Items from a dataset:
· · · · ·
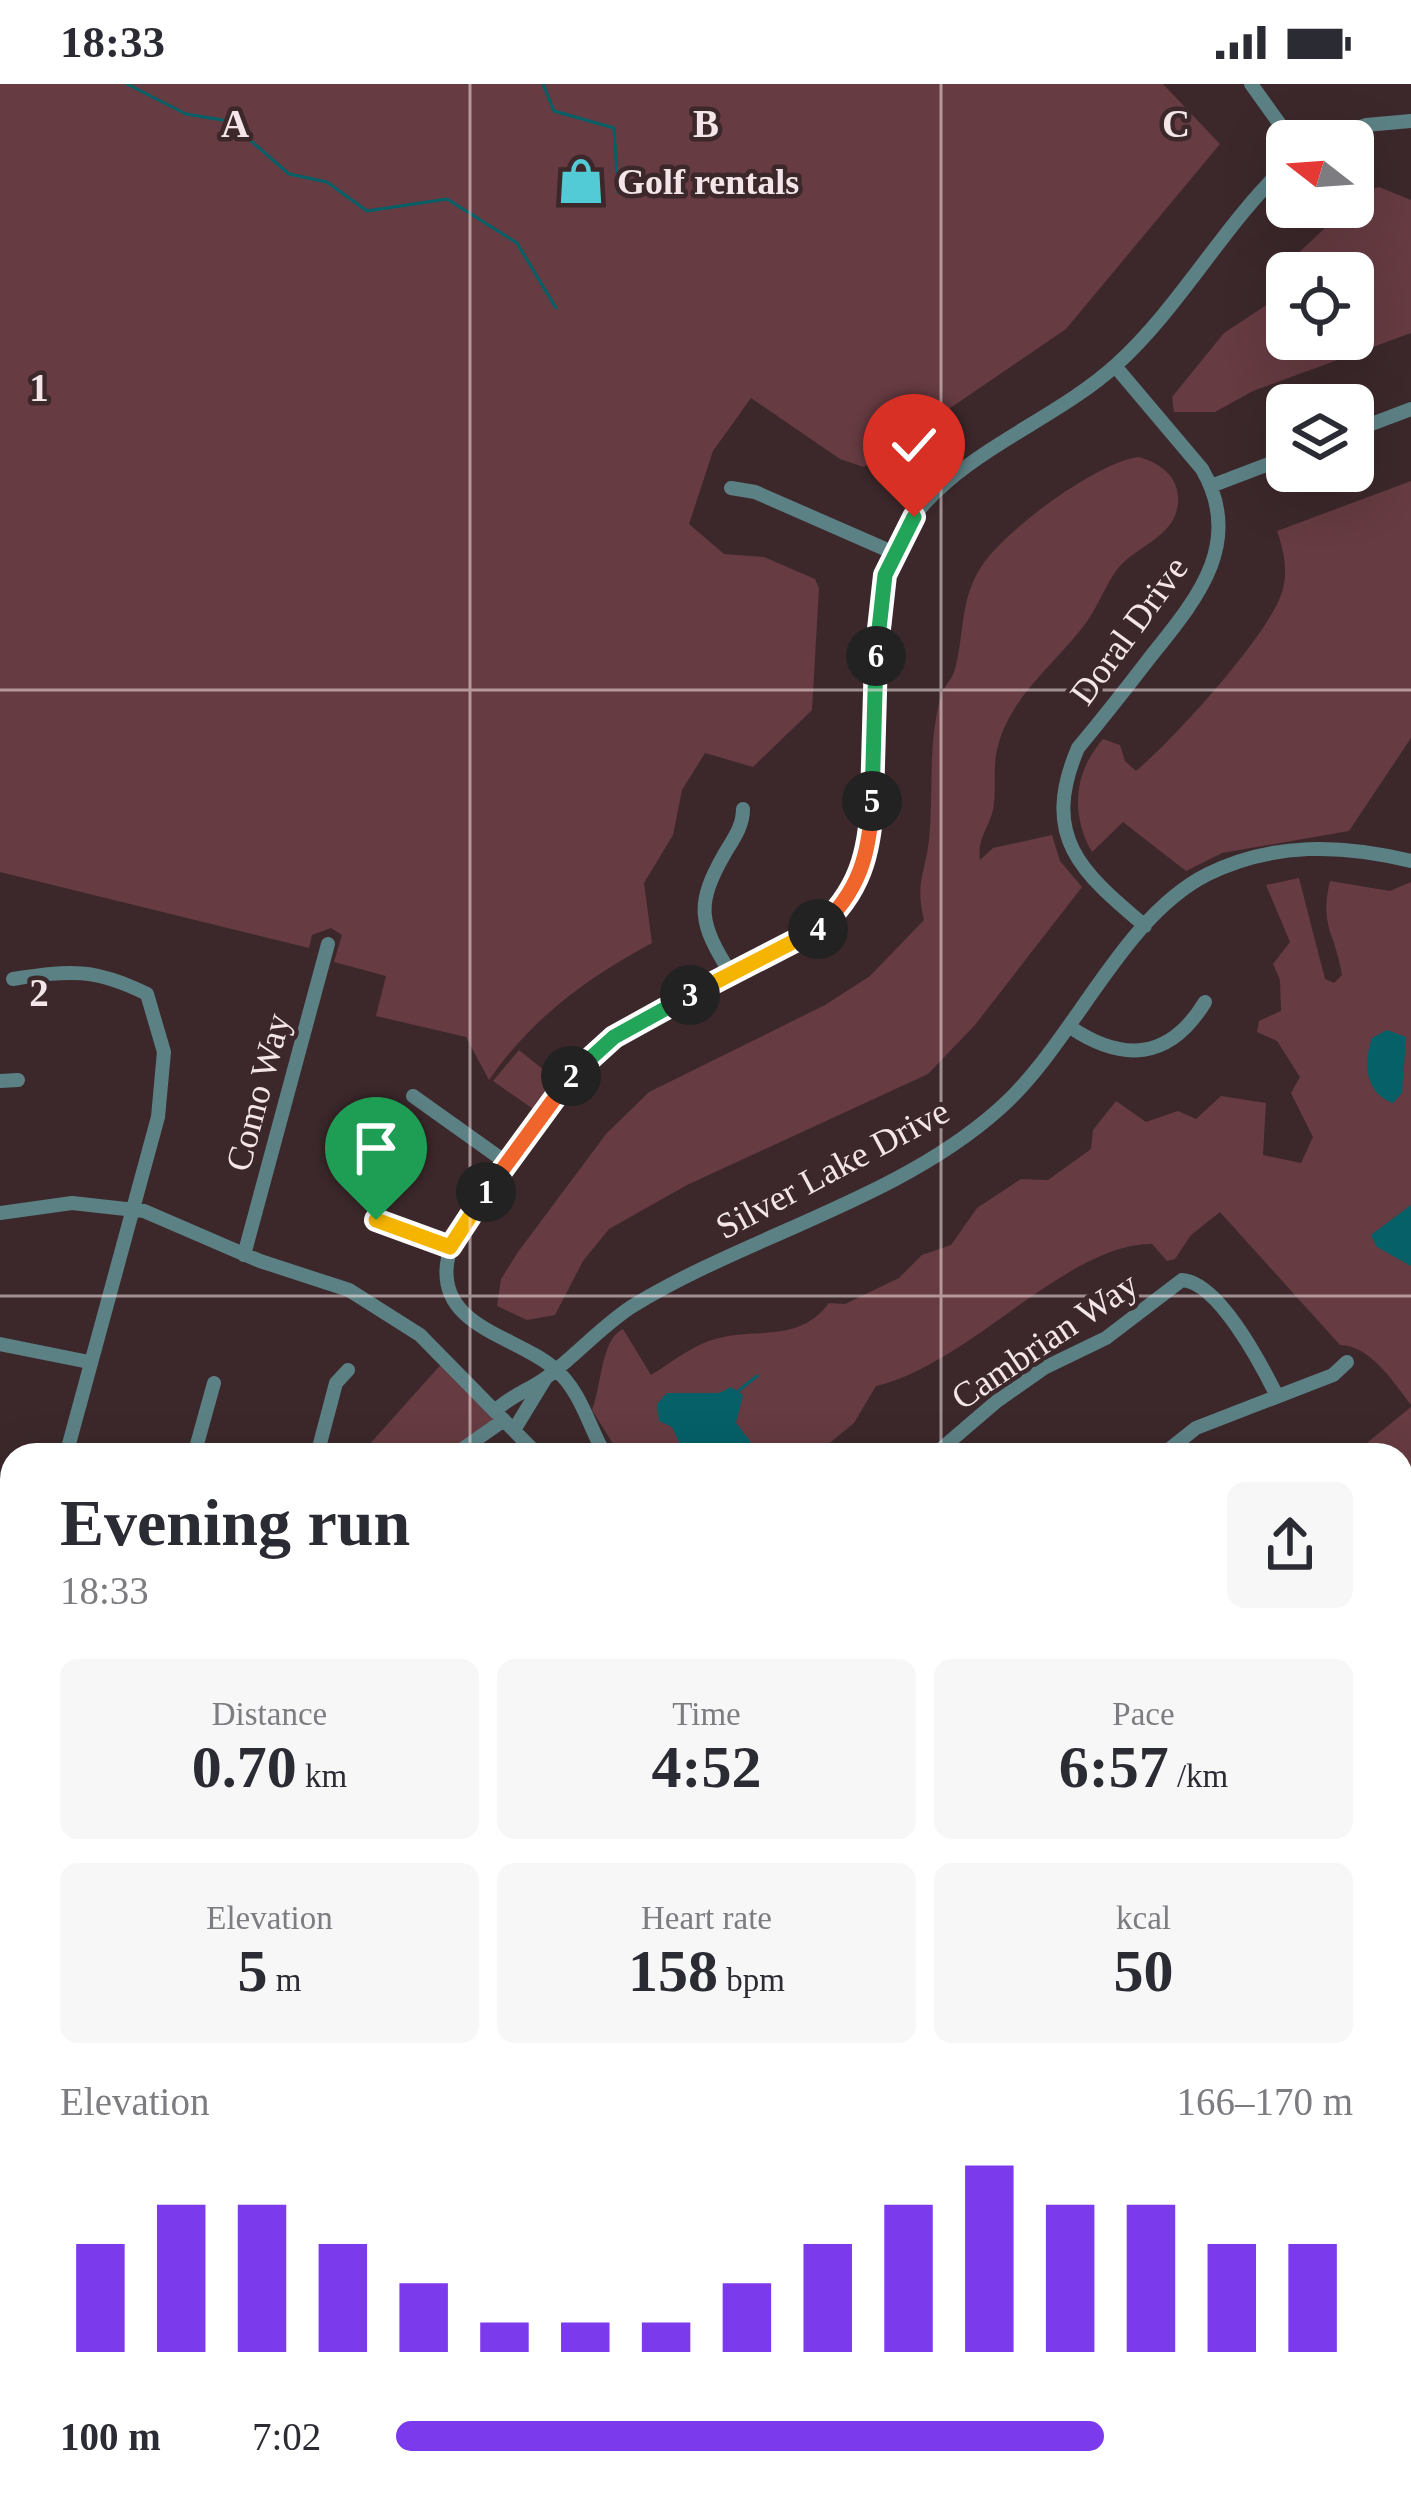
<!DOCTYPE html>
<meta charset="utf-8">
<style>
body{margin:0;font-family:"Times New Roman",serif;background:#f7f7f7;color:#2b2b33;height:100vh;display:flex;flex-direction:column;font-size:45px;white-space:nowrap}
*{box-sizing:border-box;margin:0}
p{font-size:39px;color:#7c7c81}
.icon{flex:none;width:66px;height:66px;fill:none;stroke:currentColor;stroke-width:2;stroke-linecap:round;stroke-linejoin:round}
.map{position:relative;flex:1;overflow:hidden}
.panel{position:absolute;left:0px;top:1359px;width:1413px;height:1065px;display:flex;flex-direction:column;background:#fff;border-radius:36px 36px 0 0;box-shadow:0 12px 48px #0002}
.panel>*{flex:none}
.needle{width:78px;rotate:287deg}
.tools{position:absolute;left:1266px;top:36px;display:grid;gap:24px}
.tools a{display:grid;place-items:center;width:108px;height:108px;border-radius:18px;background:#fff;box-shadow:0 12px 48px #0002;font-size:60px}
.pin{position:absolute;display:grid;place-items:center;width:102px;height:102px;color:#fff;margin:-123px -51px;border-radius:50% 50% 50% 0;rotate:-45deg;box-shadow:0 0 12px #0007}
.pin .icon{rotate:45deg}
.km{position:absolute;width:60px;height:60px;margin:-30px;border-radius:50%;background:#222;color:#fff;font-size:33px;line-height:60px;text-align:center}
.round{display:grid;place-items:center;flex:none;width:126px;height:126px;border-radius:18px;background:#f7f7f7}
.overview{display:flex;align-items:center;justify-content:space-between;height:204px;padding:0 60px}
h1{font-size:66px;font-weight:600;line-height:90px}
.stats{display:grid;grid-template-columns:repeat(3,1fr);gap:18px;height:204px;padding:12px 60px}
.stats div{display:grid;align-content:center;border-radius:18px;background:#f7f7f7;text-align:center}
.stats b{font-size:60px;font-weight:600}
.stats small{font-size:33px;font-weight:400}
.stats p{font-size:33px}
.chart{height:336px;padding:24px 60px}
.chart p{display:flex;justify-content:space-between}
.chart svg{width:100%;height:216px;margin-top:12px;stroke:#7c3aed;stroke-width:6}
ul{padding:0 60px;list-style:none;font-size:39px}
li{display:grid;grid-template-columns:192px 144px 1fr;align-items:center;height:90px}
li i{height:30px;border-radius:15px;background:#7c3aed}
.status{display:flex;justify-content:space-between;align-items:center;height:84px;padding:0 60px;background:#fff;direction:ltr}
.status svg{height:33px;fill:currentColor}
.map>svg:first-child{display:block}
</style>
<div class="status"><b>18:33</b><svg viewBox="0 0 49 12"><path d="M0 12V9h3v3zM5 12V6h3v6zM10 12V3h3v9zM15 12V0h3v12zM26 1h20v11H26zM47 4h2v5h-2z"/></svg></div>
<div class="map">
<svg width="1411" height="2423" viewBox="0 0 1411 2423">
<rect width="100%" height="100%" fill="#3c282b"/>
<path fill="#663b42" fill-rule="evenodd" d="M 0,0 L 1163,0 L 1220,60 L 1066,245 L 864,383 L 840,375 L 751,314 L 713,367 L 689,440 L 724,470 L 764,473 L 815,495 L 819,504 L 812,626 L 753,683 L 705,669 L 682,706 L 673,751 L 644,799 L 652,859 C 587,894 532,934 489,996 L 466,953 L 376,932 L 386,892 L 334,878 L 342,851 L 331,844 L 312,851 L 309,864 L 0,788 Z
M 1379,103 L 1411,116 L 1411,249 L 1253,307 L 1215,328 L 1174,328 L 1172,313 L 1224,249 L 1271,218 L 1289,178 L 1347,123 L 1353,123 L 1362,108 ZM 1287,189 L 1353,189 L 1353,255 L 1287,255 Z
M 1139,373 C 1164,380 1183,397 1177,425 C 1172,452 1136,464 1120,482 C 1109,494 1099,520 1088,536 C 1059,577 1011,610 998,662 C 992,683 997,705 993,726 C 988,746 977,754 980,776 L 993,764 L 1052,751 L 1060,777 L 1082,803 L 975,941 L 928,990 L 687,1101 L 609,1145 L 583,1177 L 555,1231 L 527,1236 L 497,1222 L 501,1195 L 518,1168 L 606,1050 L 649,1008 L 825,921 L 870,892 L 924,836 C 915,799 925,790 929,756 C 934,707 927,657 942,609 C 945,601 953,594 955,585 C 964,552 960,520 978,488 C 998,450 1098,377 1139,373 Z
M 1411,397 L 1411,654 L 1349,747 L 1222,769 L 1186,787 L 1123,738 L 1092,768 C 1070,730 1074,688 1103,655 L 1120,661 L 1125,677 L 1136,687 C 1173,656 1265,555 1281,511 C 1289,490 1284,467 1277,447 Z
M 1299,794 L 1325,895 L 1334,899 L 1342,891 C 1335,847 1319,843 1330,797 L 1390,807 L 1411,798 L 1411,1321 C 1394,1299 1370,1261 1340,1261 L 1220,1128 L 1191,1151 L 1175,1175 L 1167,1177 L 1152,1160 C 1067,1159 970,1280 876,1302 L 854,1339 L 815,1371 L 620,1371 L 592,1326 C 602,1300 601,1255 623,1245 L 651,1291 C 669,1280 689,1264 709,1257 C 752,1241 797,1262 829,1219 L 845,1220 L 899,1194 L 922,1171 L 951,1161 L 977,1124 L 1021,1095 L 1048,1096 L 1091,1065 L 1093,1046 L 1116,1017 L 1146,1038 L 1178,1027 L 1196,1035 L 1221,1012 L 1266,1019 L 1263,1071 L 1301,1079 L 1313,1053 L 1291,1009 L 1300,993 L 1277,957 L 1257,948 L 1259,937 L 1281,927 L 1280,896 L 1273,880 L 1290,858 L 1266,801 Z
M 519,966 L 555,995 L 533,1025 L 493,997 Z
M 445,1276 L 504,1336 L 454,1371 L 352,1371 L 367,1363 Z
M 1411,1323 L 1411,1439 L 1401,1444 L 1401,1371 L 1302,1371 L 1357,1367 Z
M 186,2412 L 342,2412 L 332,2423 L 194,2423 Z"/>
<path fill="#056067" d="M 1387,946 L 1406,953 L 1402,1009 L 1393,1019 C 1365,1009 1363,979 1372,954 Z
M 1411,1121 L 1411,1182 L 1377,1163 L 1371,1151 Z
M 731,1303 L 743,1311 L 736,1339 L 750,1357 L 750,1371 L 685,1371 L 672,1343 L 659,1337 L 657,1320 L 667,1309 L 719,1309 Z"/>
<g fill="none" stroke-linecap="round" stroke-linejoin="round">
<path stroke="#056067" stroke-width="3" d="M 127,0 L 186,30 L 228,37 L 289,90 L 327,98 L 367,127 L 447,115 L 517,159 L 556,224
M 543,0 L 554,27 L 614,44 L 618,108
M 738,1307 L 757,1292
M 0,2278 L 12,2283"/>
<path stroke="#5c8185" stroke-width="14" d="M 1251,0 L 1292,57
M 1323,57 L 1366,41 L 1411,37
M 1115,282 L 1202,385 C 1246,461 1194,518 1148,576 C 1125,606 1102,635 1078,664 C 1040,753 1081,788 1145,842
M 1353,347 L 1411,325
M 1211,402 L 1287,373
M 731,404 L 755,408 L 892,468
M 731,890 C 699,839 695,821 725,769 C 734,754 743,742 743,725
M 13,895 C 70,886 95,884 147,910 L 164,968 L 158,1033 L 66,1371
M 1070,943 C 1122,978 1169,977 1205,918
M 0,997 L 18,996
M 413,1012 L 507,1079
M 0,1129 L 72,1119 L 144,1127 L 260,1177 L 349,1206 L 420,1251 L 538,1371
M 376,1136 L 450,1163
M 244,1171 L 328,860
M 0,1260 L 89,1278
M 495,1327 C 511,1311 530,1306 547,1293 C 576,1271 601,1243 631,1223 C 746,1152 897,1116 998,1026 C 1073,961 1120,834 1208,790 C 1273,758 1342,760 1411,777
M 514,1346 L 545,1295
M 194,1371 L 214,1299
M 317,1371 L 336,1299 L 348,1286
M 454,1371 L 504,1336
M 605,1371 C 589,1343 581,1307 555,1285 C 518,1252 439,1244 447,1180 C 451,1145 481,1114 501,1087 C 538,1035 571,980 626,945 C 689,905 790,881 838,825 C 907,746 852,573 891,472 C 928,378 1046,345 1116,281 C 1181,222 1223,141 1287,81
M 934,1371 L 997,1317 L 1044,1284 L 1106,1254 L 1182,1196 C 1218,1198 1261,1280 1276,1310
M 1162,1371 L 1196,1344 L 1333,1291 L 1347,1278
M 0,1499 L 12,1489
M 1401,1511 L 1411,1507
M 0,1560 L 5,1575 L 0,1595
M 1401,1650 L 1411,1647
M 0,1814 L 12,1818
M 1401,1909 L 1411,1906
M 1401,1940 L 1411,1938
M 1401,2057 L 1411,2022
M 0,2063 L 12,2057
M 1401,2293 L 1411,2291
M 1401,2391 L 1411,2389
M 31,2412 L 31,2423
M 480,2412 L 497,2423
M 750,2412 L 754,2423
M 347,2423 L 356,2412
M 520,2423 L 523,2412
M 851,2423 L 882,2412
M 1264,2423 L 1310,2412"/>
</g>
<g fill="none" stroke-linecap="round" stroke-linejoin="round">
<defs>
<path id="split-1" d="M 376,1136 L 450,1163 L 486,1108"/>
<path id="split-2" d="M 486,1108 L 571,992"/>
<path id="split-3" d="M 571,992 L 614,953 L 690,911"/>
<path id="split-4" d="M 690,911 L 818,845"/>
<path id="split-5" d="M 818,845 C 859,809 870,770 872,717"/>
<path id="split-6" d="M 872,717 L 876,572"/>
<path id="split-7" d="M 876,572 L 885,491 L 914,433"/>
</defs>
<use href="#split-1" stroke="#fff" stroke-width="24"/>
<use href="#split-2" stroke="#fff" stroke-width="24"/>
<use href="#split-3" stroke="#fff" stroke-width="24"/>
<use href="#split-4" stroke="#fff" stroke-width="24"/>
<use href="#split-5" stroke="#fff" stroke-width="24"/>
<use href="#split-6" stroke="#fff" stroke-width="24"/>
<use href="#split-7" stroke="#fff" stroke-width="24"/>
<use href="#split-1" stroke="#f5b400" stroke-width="15"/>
<use href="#split-2" stroke="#f0652b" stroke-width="15"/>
<use href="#split-3" stroke="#22a559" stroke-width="15"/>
<use href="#split-4" stroke="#f5b400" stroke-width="15"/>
<use href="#split-5" stroke="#f0652b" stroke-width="15"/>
<use href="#split-6" stroke="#22a559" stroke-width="15"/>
<use href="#split-7" stroke="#22a559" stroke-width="15"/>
</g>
<path fill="none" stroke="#f4e6e8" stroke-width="3" stroke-opacity="0.55" d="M 470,0 L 470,1371M 941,0 L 941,1371M 0,606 L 1411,606M 0,1212 L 1411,1212M 0,1817 L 12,1817M 1401,1817 L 1411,1817M 470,2412 L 470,2423M 941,2412 L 941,2423"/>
<defs>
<symbol id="shop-bare" viewBox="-9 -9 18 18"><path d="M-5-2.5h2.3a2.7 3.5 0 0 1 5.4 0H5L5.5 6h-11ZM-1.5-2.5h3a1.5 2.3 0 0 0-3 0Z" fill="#52cbd7" stroke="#3c282b" stroke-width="2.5" paint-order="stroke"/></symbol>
</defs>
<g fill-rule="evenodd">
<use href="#shop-bare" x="548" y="64" width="66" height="66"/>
</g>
<g text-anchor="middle" stroke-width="9" stroke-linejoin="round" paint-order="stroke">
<g font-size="36" font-weight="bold" fill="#f4e6e8" stroke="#3c282b" text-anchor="start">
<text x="617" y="110">Golf rentals</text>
</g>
<g font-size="36" fill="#f4e6e8" stroke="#3c282b">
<text transform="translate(1128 546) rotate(-54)" y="13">Doral Drive</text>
<text transform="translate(257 1008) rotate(-75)" y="13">Como Way</text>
<text transform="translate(832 1084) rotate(-28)" y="13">Silver Lake Drive</text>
<text transform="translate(1044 1256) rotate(-34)" y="13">Cambrian Way</text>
</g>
</g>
<g font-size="39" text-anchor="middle" font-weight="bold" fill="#f4e6e8" stroke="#3c282b" stroke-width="9" stroke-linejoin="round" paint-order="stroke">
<text x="235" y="53">A</text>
<text x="706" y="53">B</text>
<text x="1176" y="53">C</text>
<text x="39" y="317">1</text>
<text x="39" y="922">2</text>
</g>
</svg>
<div class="tools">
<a><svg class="needle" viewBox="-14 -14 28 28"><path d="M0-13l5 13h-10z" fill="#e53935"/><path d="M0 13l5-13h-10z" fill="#7c7c81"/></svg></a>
<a><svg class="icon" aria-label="locate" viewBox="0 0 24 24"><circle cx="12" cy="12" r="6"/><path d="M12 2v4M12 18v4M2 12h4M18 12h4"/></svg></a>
<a><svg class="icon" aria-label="layers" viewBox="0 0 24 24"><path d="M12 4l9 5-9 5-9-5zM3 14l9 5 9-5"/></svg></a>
</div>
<div class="pin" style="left:376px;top:1136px;background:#1e9e55"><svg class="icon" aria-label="arrive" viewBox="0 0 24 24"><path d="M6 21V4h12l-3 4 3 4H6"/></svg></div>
<div class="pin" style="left:914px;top:433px;background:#d93025"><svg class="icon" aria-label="check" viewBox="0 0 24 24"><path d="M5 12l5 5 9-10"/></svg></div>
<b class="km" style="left:486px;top:1108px">1</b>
<b class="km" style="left:571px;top:992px">2</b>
<b class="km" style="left:690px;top:911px">3</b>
<b class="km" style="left:818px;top:845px">4</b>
<b class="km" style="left:872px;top:717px">5</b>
<b class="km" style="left:876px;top:572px">6</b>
<section class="panel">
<div class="overview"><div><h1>Evening run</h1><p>18:33</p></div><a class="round"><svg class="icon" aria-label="share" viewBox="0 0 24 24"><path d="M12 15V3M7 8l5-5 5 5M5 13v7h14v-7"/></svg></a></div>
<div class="stats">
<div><p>Distance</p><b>0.70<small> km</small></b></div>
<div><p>Time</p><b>4:52</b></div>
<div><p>Pace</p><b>6:57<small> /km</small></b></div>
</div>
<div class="stats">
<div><p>Elevation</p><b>5<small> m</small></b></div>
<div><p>Heart rate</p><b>158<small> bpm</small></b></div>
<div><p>kcal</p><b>50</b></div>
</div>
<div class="chart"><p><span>Elevation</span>166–170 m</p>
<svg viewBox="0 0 160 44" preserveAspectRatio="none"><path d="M5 44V22M15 44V14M25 44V14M35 44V22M45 44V30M55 44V38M65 44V38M75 44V38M85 44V30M95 44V22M105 44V14M115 44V6M125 44V14M135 44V14M145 44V22M155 44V22"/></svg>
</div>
<ul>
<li><b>100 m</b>7:02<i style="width:74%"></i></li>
</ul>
</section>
</div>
· · · · ·
Copy every line of the records above that holds the word "Elevation".

» **Solution to this exercise**:
<div><p>Elevation</p><b>5<small> m</small></b></div>
<div class="chart"><p><span>Elevation</span>166–170 m</p>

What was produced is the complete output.